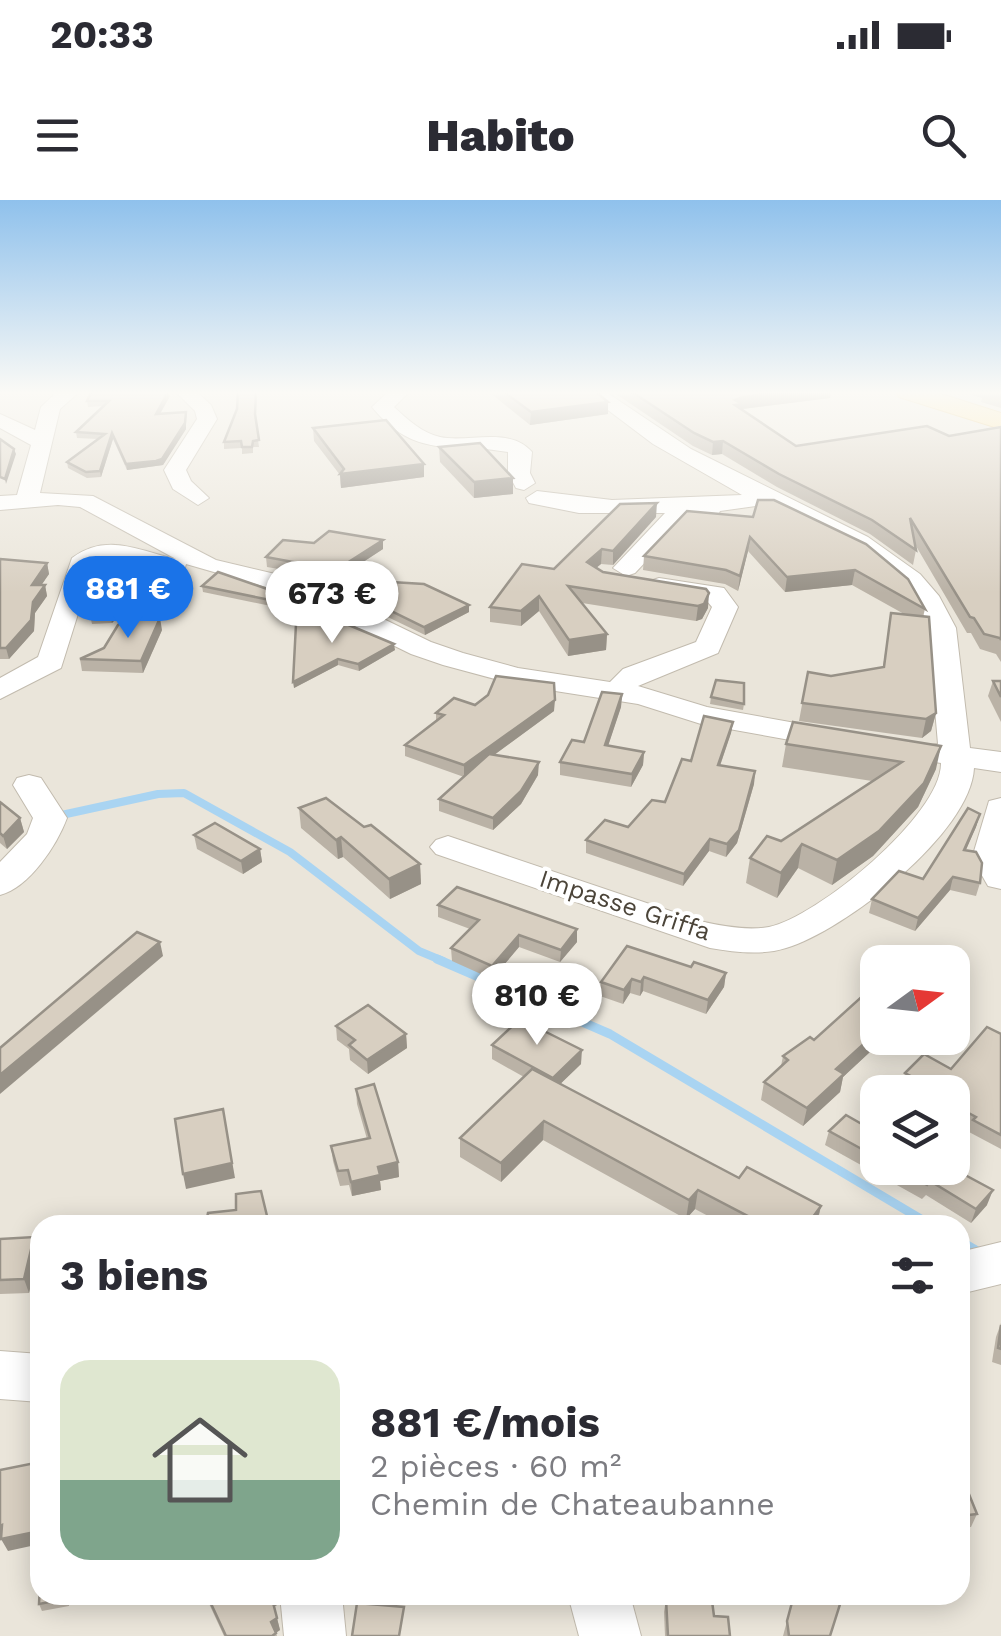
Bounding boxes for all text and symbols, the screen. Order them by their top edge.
text: 20:33 [50,13,154,57]
icon: menu [30,108,85,163]
icon: search [916,108,971,163]
text: Habito [426,109,575,162]
pin: 881 € [58,556,198,641]
pin: 673 € [262,561,402,646]
text: 881 € [85,569,171,607]
text: 673 € [287,574,377,612]
street label: Impasse Griffa [536,864,714,946]
north arrow [860,945,970,1055]
map controls [860,945,970,1185]
pin: 810 € [467,963,607,1048]
text: 810 € [494,976,580,1014]
button: layers [860,1075,970,1185]
icon: filters [885,1248,940,1303]
text: 3 biens [60,1251,208,1300]
text: 881 €/mois [370,1398,600,1447]
icon: home [140,1400,260,1520]
text: 2 pièces · 60 m² [370,1447,621,1485]
text: Chemin de Chateaubanne [370,1485,775,1523]

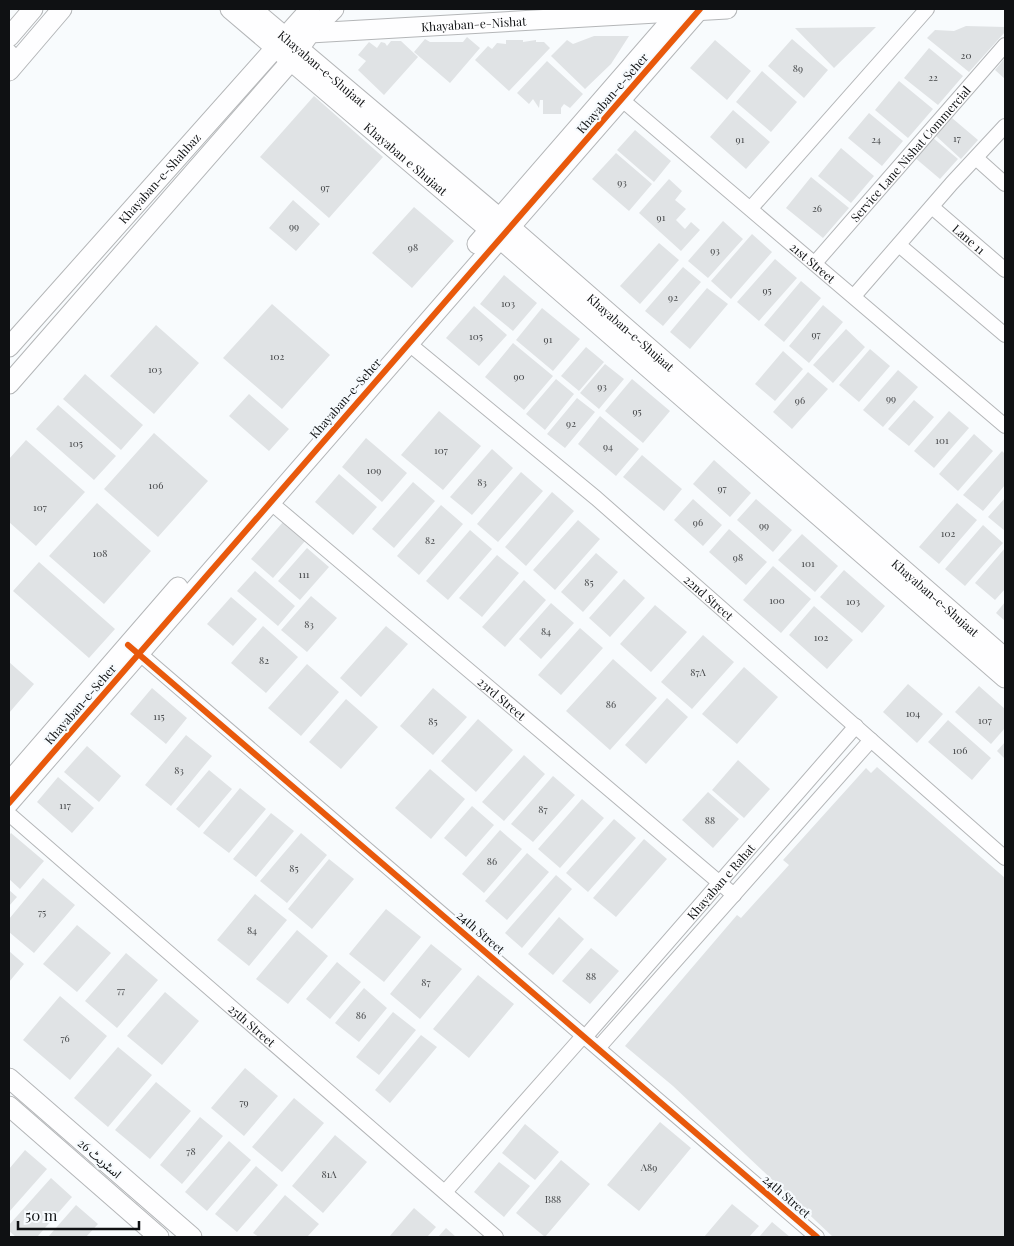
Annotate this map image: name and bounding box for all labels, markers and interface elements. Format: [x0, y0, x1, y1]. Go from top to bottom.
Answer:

◆ What is needed: An exact transcription of the data above is needed, without the pictures.

◆ Answer to this exercise:
Bounding boxes for all text and symbols, the screen. Order them by their top edge.
text: 20:33 [50,13,154,57]
icon: menu [30,108,85,163]
icon: search [916,108,971,163]
text: Habito [426,109,575,162]
pin: 881 € [58,556,198,641]
pin: 673 € [262,561,402,646]
text: 881 € [85,569,171,607]
text: 673 € [287,574,377,612]
street label: Impasse Griffa [536,864,714,946]
north arrow [860,945,970,1055]
map controls [860,945,970,1185]
pin: 810 € [467,963,607,1048]
text: 810 € [494,976,580,1014]
button: layers [860,1075,970,1185]
icon: filters [885,1248,940,1303]
text: 3 biens [60,1251,208,1300]
text: 881 €/mois [370,1398,600,1447]
icon: home [140,1400,260,1520]
text: 2 pièces · 60 m² [370,1447,621,1485]
text: Chemin de Chateaubanne [370,1485,775,1523]

Annotate this map image: name and bounding box for all labels, markers and interface elements. Format: [x0, y0, x1, y1]. Go from top to bottom.
Answer:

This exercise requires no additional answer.